Beijing has a global footprint now, a consequence of its booming domestic growth and breakneck international expansion. And decisions that once were made on purely parochial grounds — like censoring Web sites, protecting the interests of its state-owned companies and restricting the flow of foreign news and entertainment into China — now have international ramifications.
“This is a country in the middle of a big transition in its global role,” said Kenneth Lieberthal, a veteran China analyst now at the Brookings Institution. “They’ve always looked in the past to what’s good for China, and they still do. But for the first time, added to that is the consideration that they’re in the position of being rule-makers, not just rule-takers.”
China’s leaders, he said, “are just beginning to learn how to handle that.”
Consider the following: Since late May, Beijing’s Industry and Information Technology Ministry had more or less insisted that so-called anti-pornography software, called Green Dam-Youth Escort, would eventually be packaged with every newly purchased computer.
On Thursday, the ministry backed down, calling the requirement a “misunderstanding” spawned by badly written rules. Officials offered no other explanation, but the retreat followed weeks of protests by outsiders — from foreign computer makers to foreign governments to foreign corporate branch offices — that said the software stifled free speech, compromised corporate security and threatened computers’ stability.
Computers are not the only example.
This week, the World Trade Organization told Beijing that it could no longer force providers of American books, music and films to distribute their goods through a local partner. Foreign companies saw that rule as an impediment to reaching a broad Chinese audience with their products. The Chinese market is flooded with pirated CDs and DVDs whose contents’ creators receive no money.
The Chinese legally may appeal the decision, but the foreign minister, Yang Jiechi, indicated in a Geneva speech that simply ignoring it was not an option. China worked for years to join the global trading system and is bound, as much as other nations are, by its rules.
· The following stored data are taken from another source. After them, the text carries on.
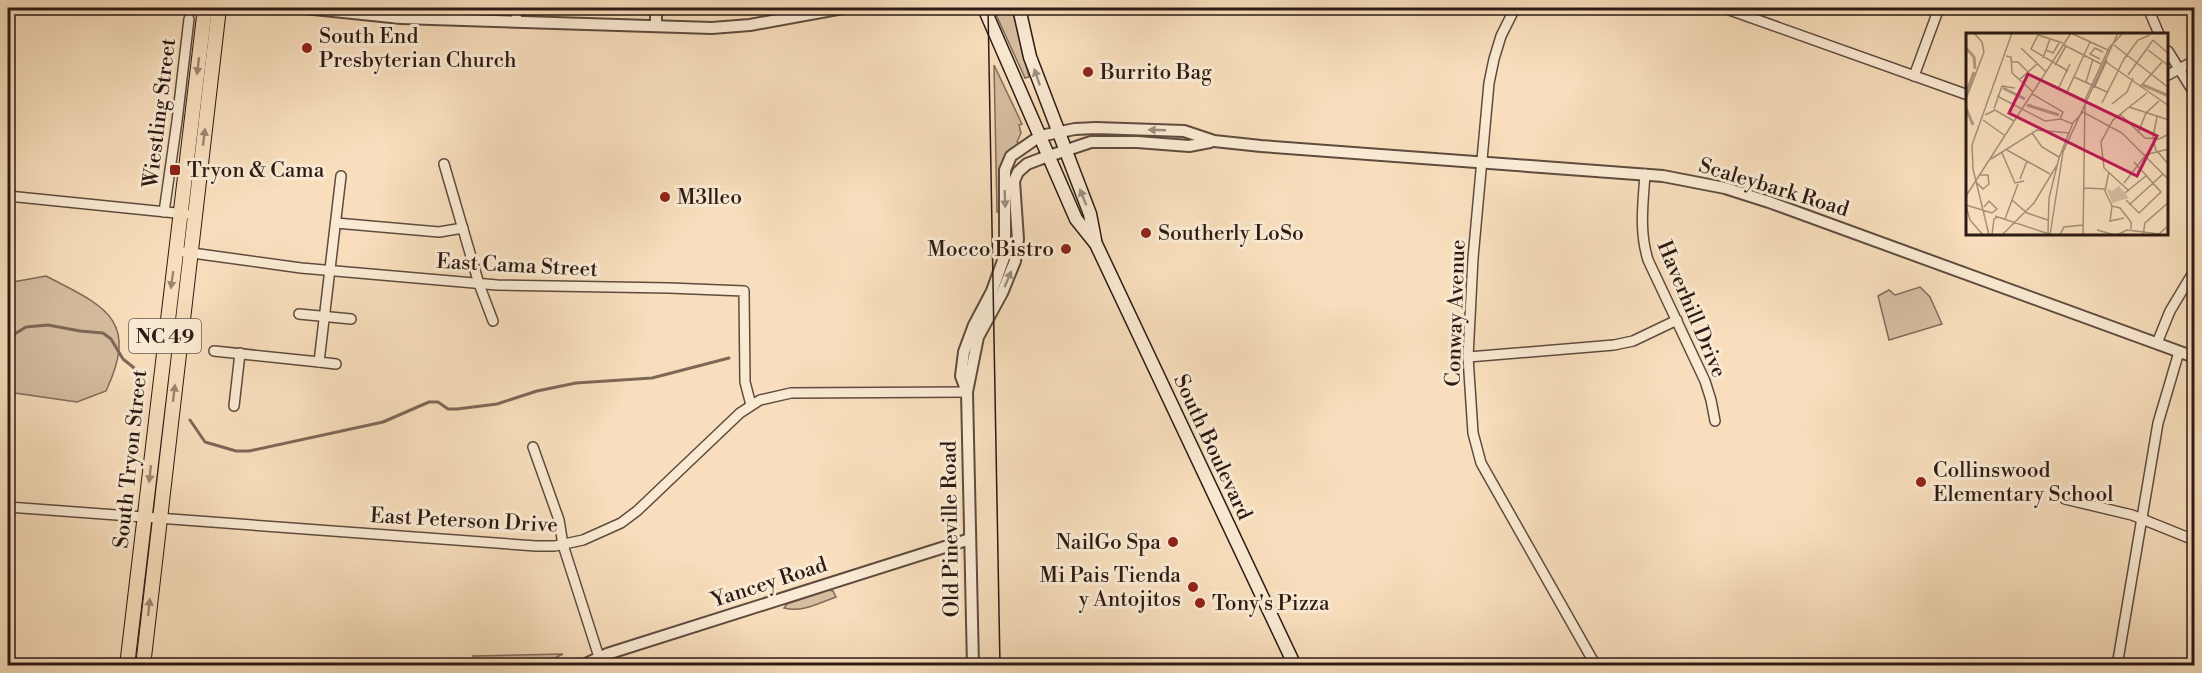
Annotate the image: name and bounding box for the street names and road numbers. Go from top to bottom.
street label: Wiestling Street [138,36,182,191]
street label: Scaleybark Road [1695,153,1852,223]
street label: Haverhill Drive [1651,237,1732,382]
street label: Conway Avenue [1440,239,1472,387]
street label: East Cama Street [436,249,599,283]
road number: NC 49 [129,319,201,353]
street label: South Tryon Street [109,368,153,550]
street label: South Boulevard [1167,371,1257,524]
street label: Old Pineville Road [936,440,966,618]
street label: East Peterson Drive [369,503,559,539]
street label: Yancey Road [707,552,831,614]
“China will never seek to advance its interests at the expense of others,” Mr. Yang said, according to Reuters.
Similarly, Chinese prosecutors appeared this week to retreat from earlier statements that they would prosecute employees of Rio Tinto as spies for stealing state secrets.
While the espionage allegations were not spelled out, they were apparently related to delicate commercial negotiations over the price of China’s imports of iron ore for its steel mills.
Rio Tinto executives have strongly denied the accusations, and both the United States and Australia said China’s actions could have both business and diplomatic repercussions.
While the Rio Tinto employees still face lesser charges of bribery and theft of trade secrets, the espionage threats stirred broad unease among foreign companies operating in China, which feared that they could face persecution and closed-door trials for engaging in what much of the world would regard as bare-knuckle business tactics.
Yet whether such instances represent trends or exceptions — or neither — remains a matter of some debate.
Increasingly, many experts say, Chinese officials appear to be aware that their actions have far broader ramifications than they might have had even a few years ago.
“Fifteen years ago, the mantra in China was, ‘We’re the victims of a system that’s stacked against us,’ ” said James V. Feinerman, an expert on Chinese law and policy at Georgetown University in Washington.
China’s entry into the world trading system, he said, is slowly helping to change the nation’s view of itself from that of an outsider to an insider with a stake in the global system’s success.
Other experts note, however, that what outsiders see as carefully calculated policy changes may in fact be nothing of the sort.
The government’s decision to install censorship software on computers — and its subsequent reversal — is but one example, they say; the original proposal was probably pushed by a government clique that found itself outflanked once Internet users and foreign corporations began objecting to the plan.
“Is China susceptible to international pressure? Of course it is,” said Charles Freeman, a leading China scholar at the Center for Strategic and International Studies in Washington.
“China does have international interests, and they are impacted by what it does domestically,” he said. “There’s a constant battle between agencies over how much political capital to expend on international issues against domestic interests.”
In any case, few experts are willing to stake their reputations on a prediction that Beijing’s recent softening of some positions signifies a strong trend.
To the contrary, Mr. Feinerman said, China had undergone “a real pushback” in the last five years on some fronts, reasserting political dogma in some areas where commercial norms and the rule of law had begun to have more sway.
And Jonathan Hecht, an expert on Chinese law at Yale University’s China Law Center, said that developments in China should be viewed against a history of great leaps forward on such matters, followed by equally great retreats.
“I’ve given up predicting long-term trends,” he said.